Le président américain, Donald Trump, a intensifié ses menaces à l’encontre de l’Iran, alors que l’ultimatum qu’il a lancé pour la réouverture du détroit d’Ormuz arrive à expiration. Sur son réseau social Truth Social, Trump a déclaré dimanche que des frappes sur les infrastructures iraniennes seraient envisagées si le détroit, par lequel transitent une part significative des hydrocarbures mondiaux, n’était pas rouvert.
EN BREF
- Donald Trump menace l’Iran de frappes si le détroit d’Ormuz n’est pas rouvert.
- Le président américain a qualifié les responsables iraniens de « bande de tarés ».
- Un ultimatum de dix jours pour rétablir la circulation s’achève ce lundi.

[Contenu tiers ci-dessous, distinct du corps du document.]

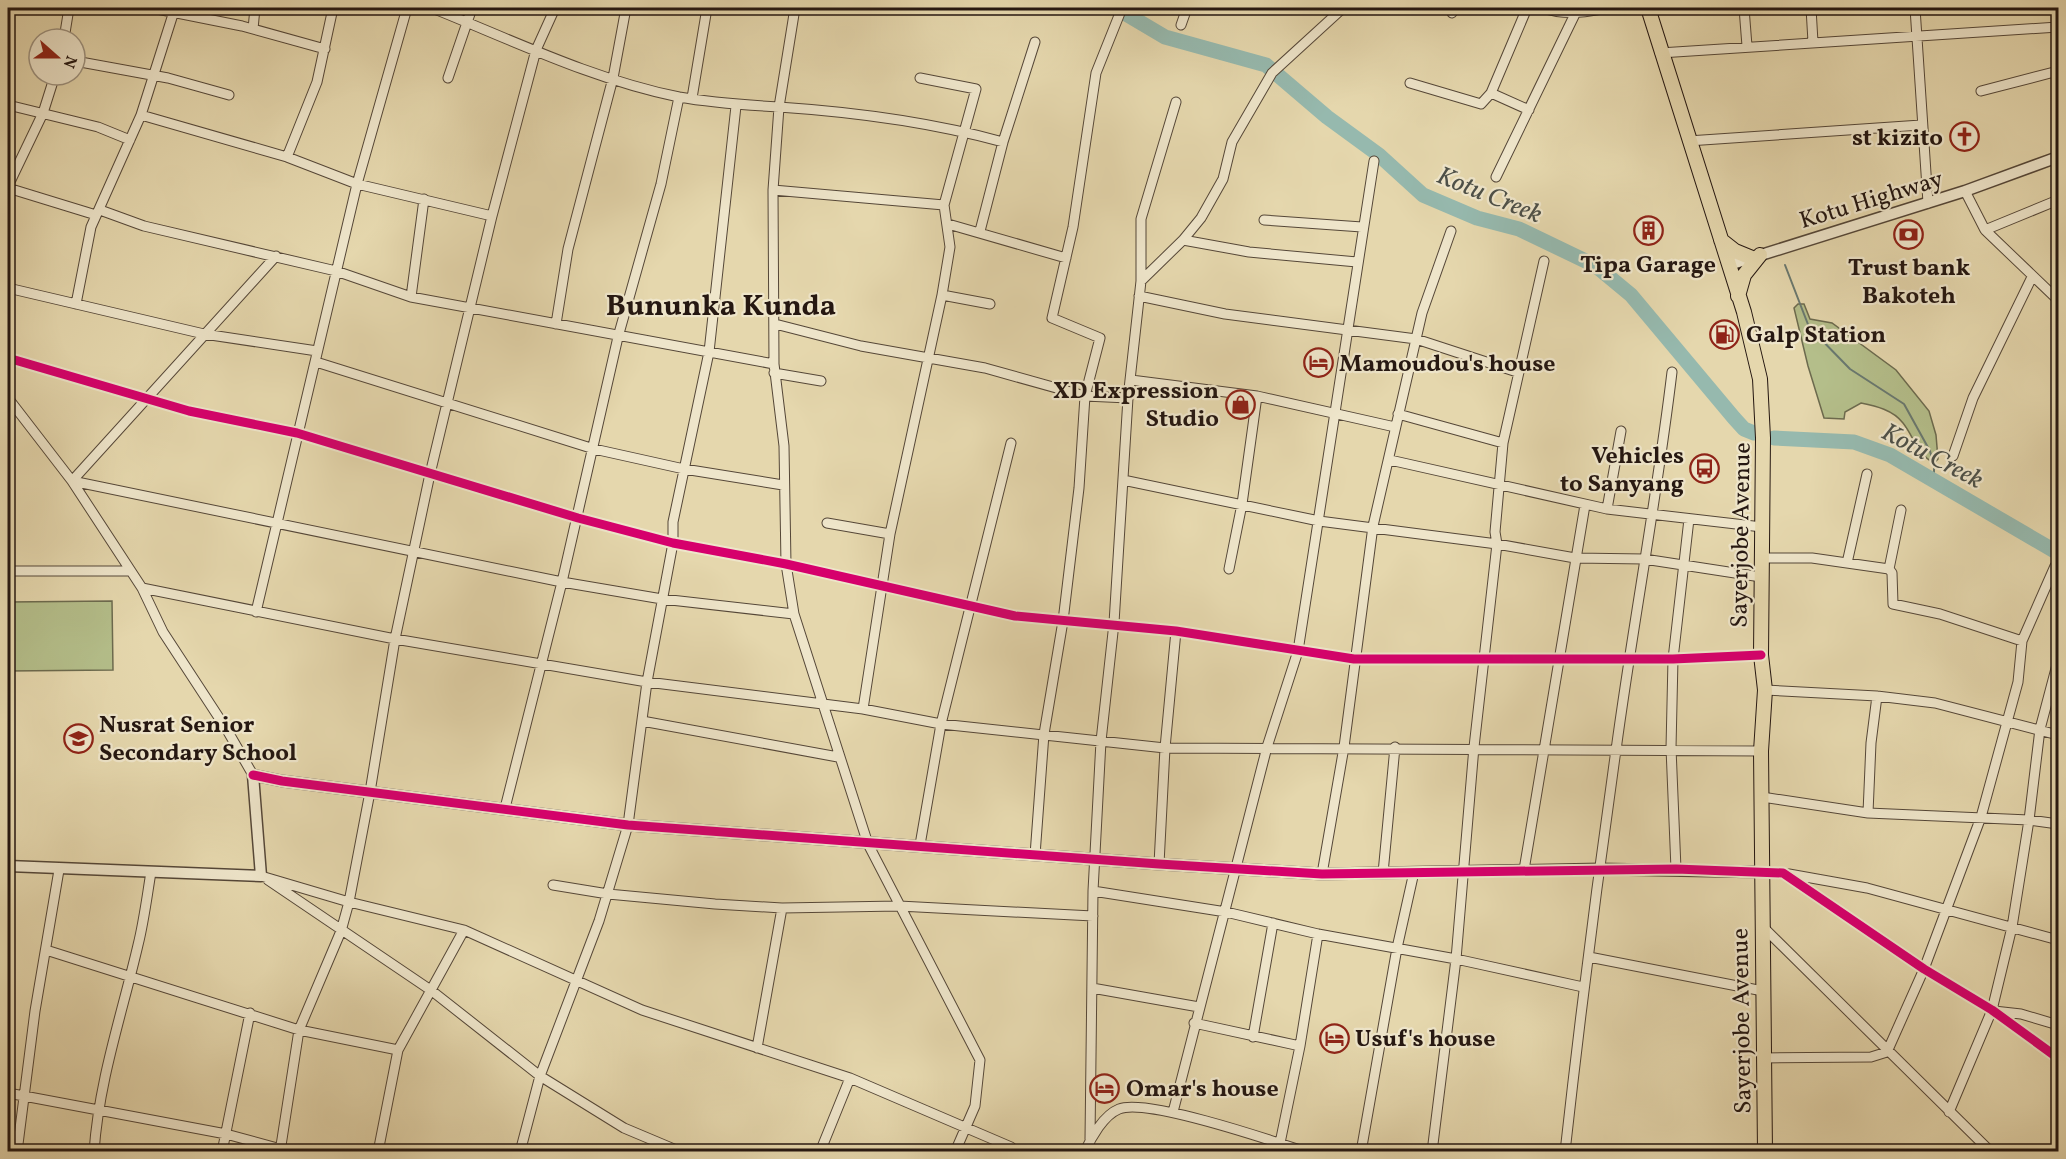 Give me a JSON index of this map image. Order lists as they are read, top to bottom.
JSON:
{
  "streets": {
    "main road": ["Sayerjobe Avenue"],
    "street": ["Kotu Highway"]
  },
  "crossings": [
    ["Kotu Highway", "Sayerjobe Avenue"]
  ],
  "districts": ["Bununka Kunda"],
  "water": ["Kotu Creek"],
  "places": {
    "church": ["st kizito"],
    "building": ["Tipa Garage"],
    "bank": ["Trust bank Bakoteh"],
    "fuel station": ["Galp Station"],
    "hotel": ["Mamoudou's house", "Usuf's house", "Omar's house"],
    "shop": ["XD Expression Studio"],
    "bus stop": ["Vehicles to Sanyang"],
    "school or university": ["Nusrat Senior Secondary School"]
  },
  "north": "right"
} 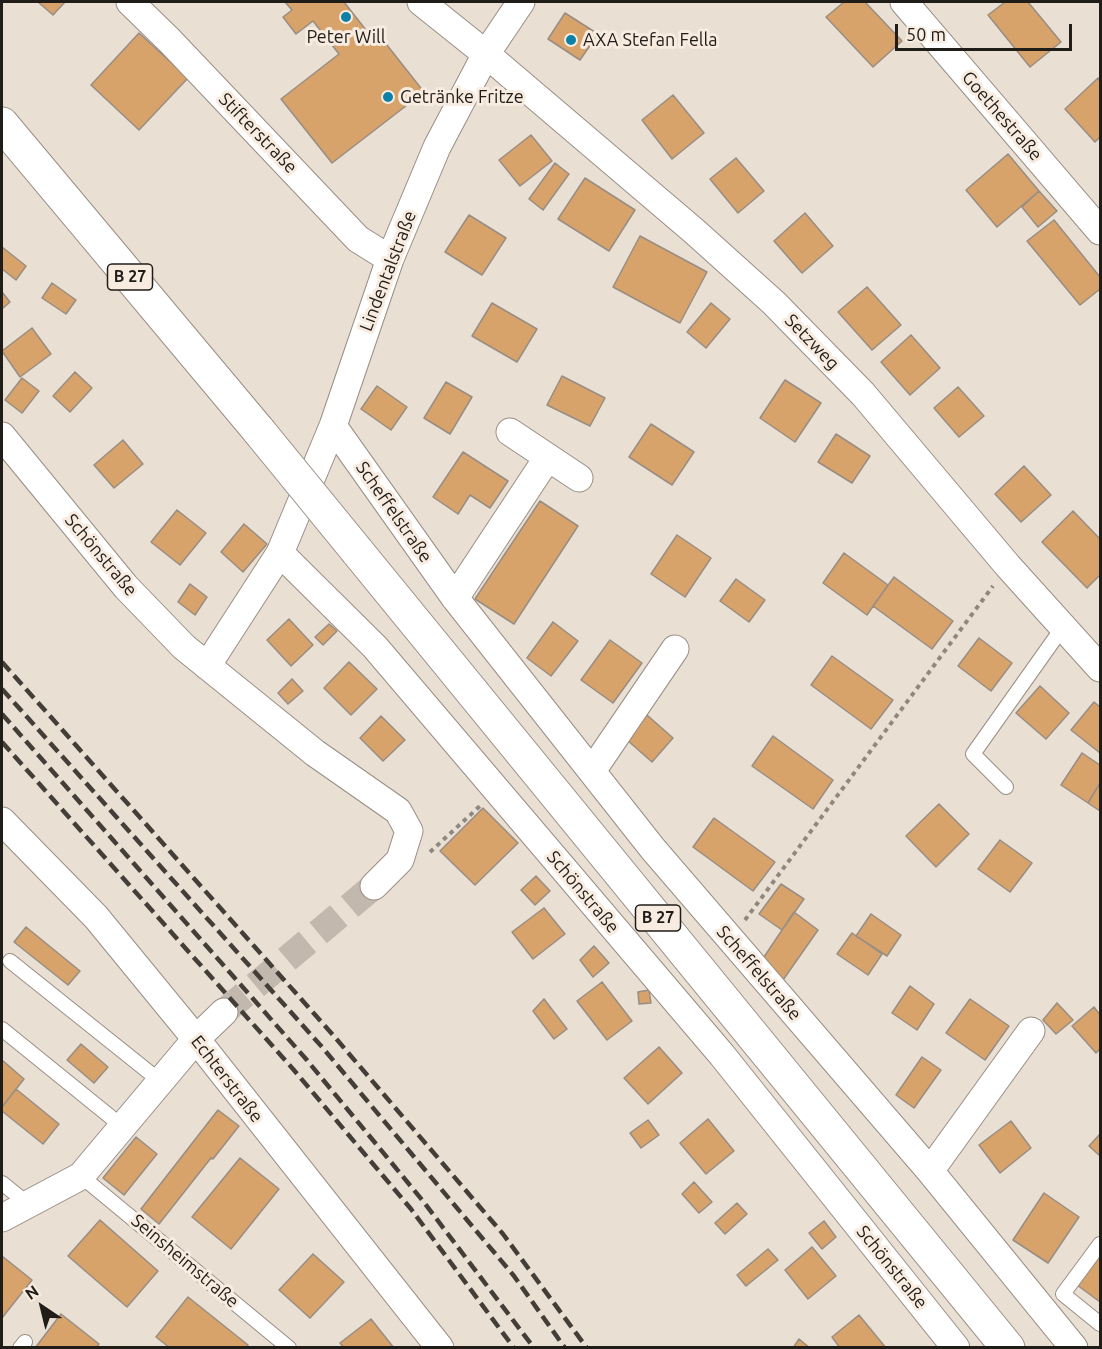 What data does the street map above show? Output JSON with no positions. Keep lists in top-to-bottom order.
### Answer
{
  "streets": {
    "main road": ["B 27"],
    "street": [
      "Goethestraße",
      "Stifterstraße",
      "Lindentalstraße",
      "Setzweg",
      "Scheffelstraße",
      "Schönstraße",
      "Echterstraße"
    ],
    "lane": ["Seinsheimstraße"]
  },
  "crossings": [
    ["Stifterstraße", "Lindentalstraße"],
    ["Lindentalstraße", "Setzweg"],
    ["Lindentalstraße", "Scheffelstraße"],
    ["Lindentalstraße", "Schönstraße"]
  ],
  "places": ["Peter Will", "AXA Stefan Fella", "Getränke Fritze"],
  "scale_bar": "50 m",
  "north": "top left"
}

Dans un message particulièrement agressif, Trump a exhorté l’Iran à « ouvrir le putain de détroit », ajoutant qu’une inaction de leur part les plongerait dans une situation critique : « vous vivrez en enfer – vous allez voir ». Ce ton belliqueux s’inscrit dans un contexte de tensions croissantes au Moyen-Orient, où le détroit d’Ormuz représente un passage clé pour le transport de pétrole et de gaz naturel.
Le président a rappelé que son ultimatum, lancé dix jours auparavant, se terminerait ce lundi soir à 20 heures (heure de Washington). Dans son discours, il a inséré une référence religieuse en déclarant : « Gloire à Allah », une phrase qui pourrait être perçue comme une provocation supplémentaire dans un climat déjà chargé.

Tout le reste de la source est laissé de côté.